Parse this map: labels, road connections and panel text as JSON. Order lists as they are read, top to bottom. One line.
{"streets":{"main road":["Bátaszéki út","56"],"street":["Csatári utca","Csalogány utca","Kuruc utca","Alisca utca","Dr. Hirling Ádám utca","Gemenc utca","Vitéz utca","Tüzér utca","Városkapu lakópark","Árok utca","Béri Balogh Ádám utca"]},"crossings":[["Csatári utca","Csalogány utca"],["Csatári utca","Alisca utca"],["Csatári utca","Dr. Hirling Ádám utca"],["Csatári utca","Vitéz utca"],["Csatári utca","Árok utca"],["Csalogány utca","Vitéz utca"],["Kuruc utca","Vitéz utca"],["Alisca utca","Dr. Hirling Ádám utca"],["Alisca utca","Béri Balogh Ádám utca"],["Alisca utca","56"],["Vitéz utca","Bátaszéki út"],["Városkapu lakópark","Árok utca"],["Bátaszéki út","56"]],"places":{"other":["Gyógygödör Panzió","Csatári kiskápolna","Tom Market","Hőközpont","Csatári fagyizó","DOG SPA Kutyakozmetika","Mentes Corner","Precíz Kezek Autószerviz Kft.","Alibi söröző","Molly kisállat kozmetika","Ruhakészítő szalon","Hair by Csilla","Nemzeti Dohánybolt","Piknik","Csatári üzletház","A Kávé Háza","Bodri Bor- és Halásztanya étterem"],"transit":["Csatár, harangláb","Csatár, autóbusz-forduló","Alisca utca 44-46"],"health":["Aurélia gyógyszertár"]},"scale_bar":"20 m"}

* * *

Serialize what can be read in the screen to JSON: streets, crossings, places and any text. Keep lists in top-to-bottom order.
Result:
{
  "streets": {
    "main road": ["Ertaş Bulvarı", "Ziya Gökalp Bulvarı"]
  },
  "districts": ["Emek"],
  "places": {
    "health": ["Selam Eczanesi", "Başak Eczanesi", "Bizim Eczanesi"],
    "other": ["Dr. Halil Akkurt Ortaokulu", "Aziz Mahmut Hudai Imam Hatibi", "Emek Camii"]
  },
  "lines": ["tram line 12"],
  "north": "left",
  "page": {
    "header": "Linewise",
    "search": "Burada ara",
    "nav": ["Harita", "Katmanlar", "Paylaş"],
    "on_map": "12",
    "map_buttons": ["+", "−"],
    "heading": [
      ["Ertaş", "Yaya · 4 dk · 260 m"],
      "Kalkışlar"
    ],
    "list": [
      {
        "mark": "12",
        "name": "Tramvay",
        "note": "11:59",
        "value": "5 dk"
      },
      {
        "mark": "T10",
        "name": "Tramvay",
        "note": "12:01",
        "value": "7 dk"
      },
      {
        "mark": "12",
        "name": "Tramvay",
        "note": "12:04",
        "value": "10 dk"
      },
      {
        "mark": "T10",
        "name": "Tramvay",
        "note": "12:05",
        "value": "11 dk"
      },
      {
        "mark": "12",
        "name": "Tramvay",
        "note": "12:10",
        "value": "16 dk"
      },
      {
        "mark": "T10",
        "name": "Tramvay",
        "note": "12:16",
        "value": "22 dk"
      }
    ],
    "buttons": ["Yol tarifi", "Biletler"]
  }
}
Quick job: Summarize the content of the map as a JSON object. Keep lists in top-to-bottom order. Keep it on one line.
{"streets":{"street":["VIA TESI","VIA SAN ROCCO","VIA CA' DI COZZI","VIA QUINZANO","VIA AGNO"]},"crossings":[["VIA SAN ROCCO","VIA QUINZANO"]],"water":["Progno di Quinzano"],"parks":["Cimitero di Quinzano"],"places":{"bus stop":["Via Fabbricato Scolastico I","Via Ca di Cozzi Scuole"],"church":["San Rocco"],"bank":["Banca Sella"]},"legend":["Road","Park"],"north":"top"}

* * *

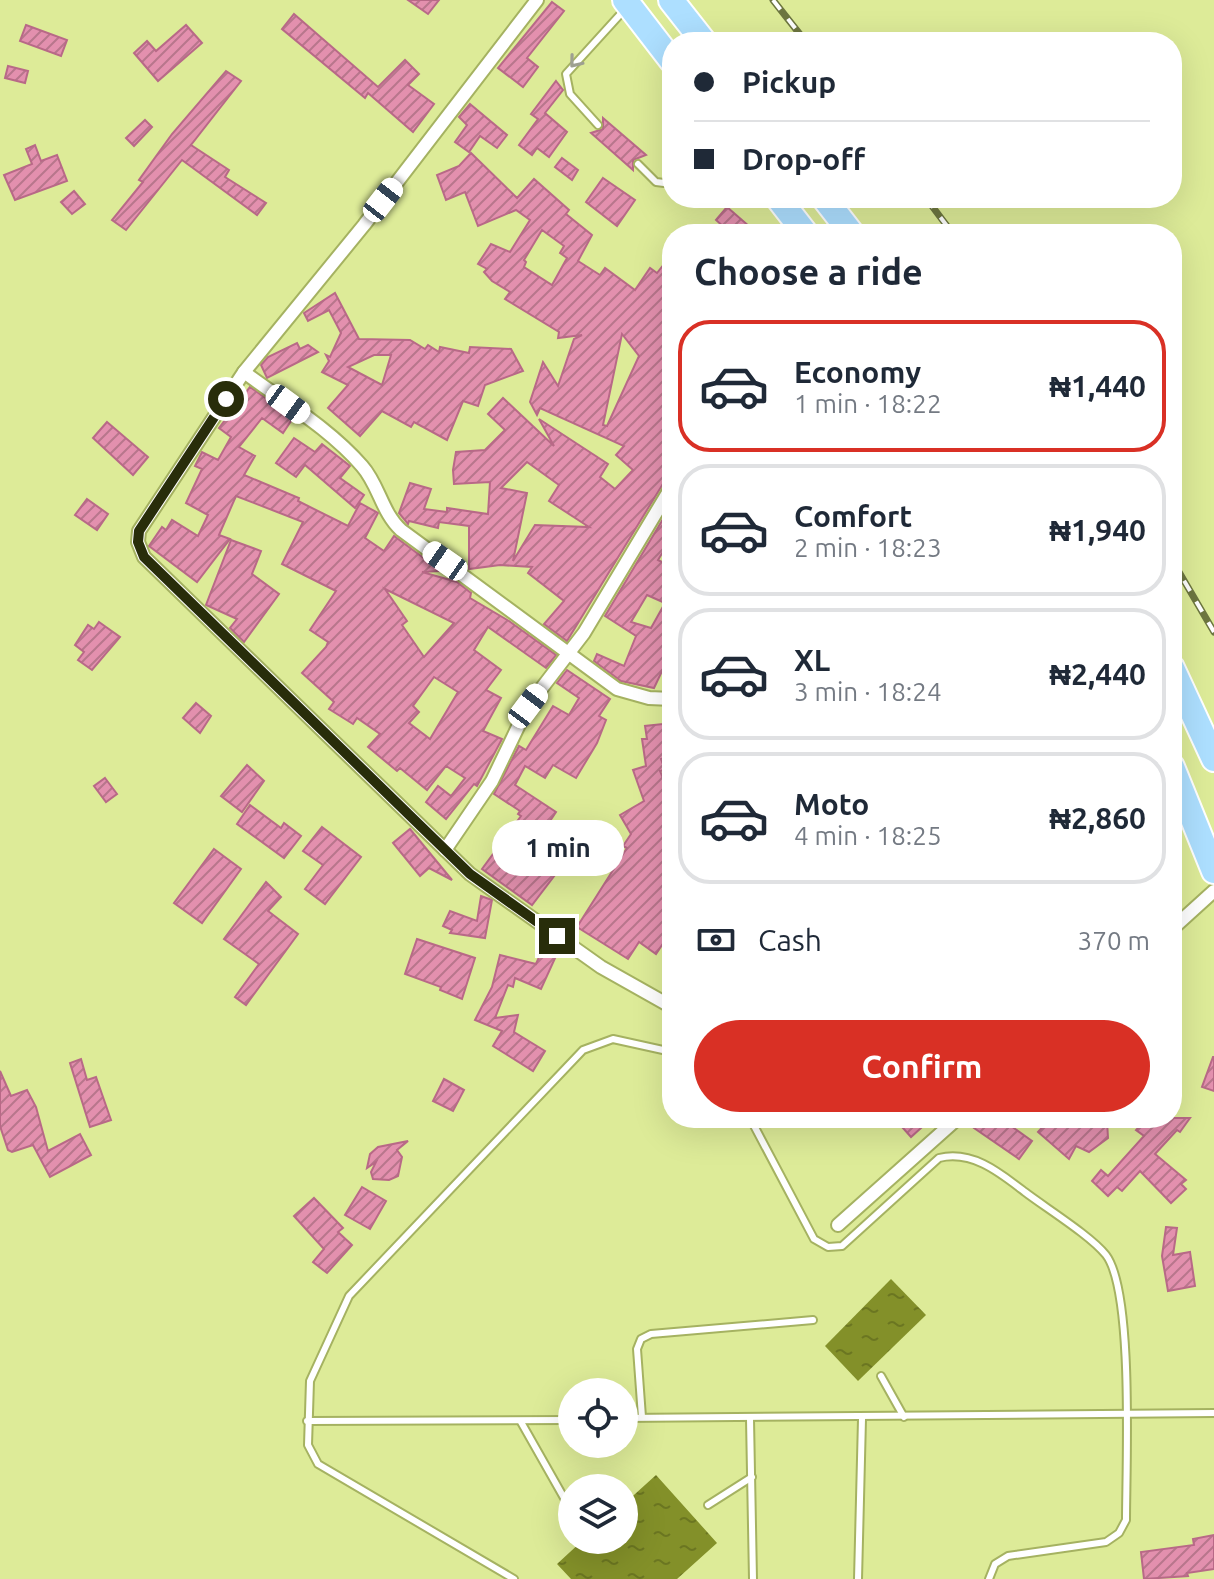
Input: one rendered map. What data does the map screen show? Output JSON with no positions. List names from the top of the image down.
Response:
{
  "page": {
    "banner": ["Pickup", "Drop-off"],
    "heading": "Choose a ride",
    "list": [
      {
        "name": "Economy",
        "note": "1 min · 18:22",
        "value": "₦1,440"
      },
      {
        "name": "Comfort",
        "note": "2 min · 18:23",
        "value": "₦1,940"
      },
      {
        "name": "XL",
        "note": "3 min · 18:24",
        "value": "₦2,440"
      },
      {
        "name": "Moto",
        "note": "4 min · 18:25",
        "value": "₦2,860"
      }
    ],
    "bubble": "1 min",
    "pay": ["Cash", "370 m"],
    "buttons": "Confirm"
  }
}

● Goal of the exercise:
Examine the records and pull out every line where the string "screen" occurs.

● Solution:
Serialize what can be read in the screen to JSON: streets, crossings, places and any text. Keep lists in top-to-bottom order.
Input: one rendered map. What data does the map screen show? Output JSON with no positions. List names from the top of the image down.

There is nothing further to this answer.